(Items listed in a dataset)
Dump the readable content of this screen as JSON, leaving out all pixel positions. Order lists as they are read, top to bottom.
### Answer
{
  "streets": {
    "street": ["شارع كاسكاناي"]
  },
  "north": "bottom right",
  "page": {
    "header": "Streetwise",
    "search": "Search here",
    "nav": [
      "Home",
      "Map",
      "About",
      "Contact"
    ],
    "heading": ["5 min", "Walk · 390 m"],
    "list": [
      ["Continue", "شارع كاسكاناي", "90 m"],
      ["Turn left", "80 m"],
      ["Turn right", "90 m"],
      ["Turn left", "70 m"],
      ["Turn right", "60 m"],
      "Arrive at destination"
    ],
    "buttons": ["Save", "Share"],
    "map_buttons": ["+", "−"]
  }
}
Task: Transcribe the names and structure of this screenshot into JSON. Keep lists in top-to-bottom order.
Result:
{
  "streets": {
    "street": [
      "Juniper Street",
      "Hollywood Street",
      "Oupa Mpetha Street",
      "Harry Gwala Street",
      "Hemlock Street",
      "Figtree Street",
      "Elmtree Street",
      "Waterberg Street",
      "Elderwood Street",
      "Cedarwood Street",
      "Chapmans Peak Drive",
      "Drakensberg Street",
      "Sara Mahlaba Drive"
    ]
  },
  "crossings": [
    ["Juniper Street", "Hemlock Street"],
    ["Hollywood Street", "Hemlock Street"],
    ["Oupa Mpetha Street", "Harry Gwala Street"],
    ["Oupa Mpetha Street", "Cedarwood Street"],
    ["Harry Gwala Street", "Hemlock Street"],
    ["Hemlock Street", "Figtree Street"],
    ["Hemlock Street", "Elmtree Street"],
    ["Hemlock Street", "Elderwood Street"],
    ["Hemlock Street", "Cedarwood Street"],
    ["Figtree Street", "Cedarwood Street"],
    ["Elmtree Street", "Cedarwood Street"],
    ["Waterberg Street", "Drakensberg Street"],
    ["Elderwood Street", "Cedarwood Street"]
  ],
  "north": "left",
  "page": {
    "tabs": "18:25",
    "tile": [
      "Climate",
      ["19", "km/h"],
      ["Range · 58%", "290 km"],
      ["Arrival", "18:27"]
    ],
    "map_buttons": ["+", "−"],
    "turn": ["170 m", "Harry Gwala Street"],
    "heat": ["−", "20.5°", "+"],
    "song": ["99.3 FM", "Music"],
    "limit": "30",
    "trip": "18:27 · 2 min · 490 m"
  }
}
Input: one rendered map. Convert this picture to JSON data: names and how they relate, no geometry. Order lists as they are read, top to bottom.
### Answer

● TASK STATEMENT:
Gather up, from the records above, each line where the word "JSON" appears.

● RESPONSE TO THE EXERCISE:
Dump the readable content of this screen as JSON, leaving out all pixel positions. Order lists as they are read, top to bottom.
Task: Transcribe the names and structure of this screenshot into JSON. Keep lists in top-to-bottom order.
Input: one rendered map. Convert this picture to JSON data: names and how they relate, no geometry. Order lists as they are read, top to bottom.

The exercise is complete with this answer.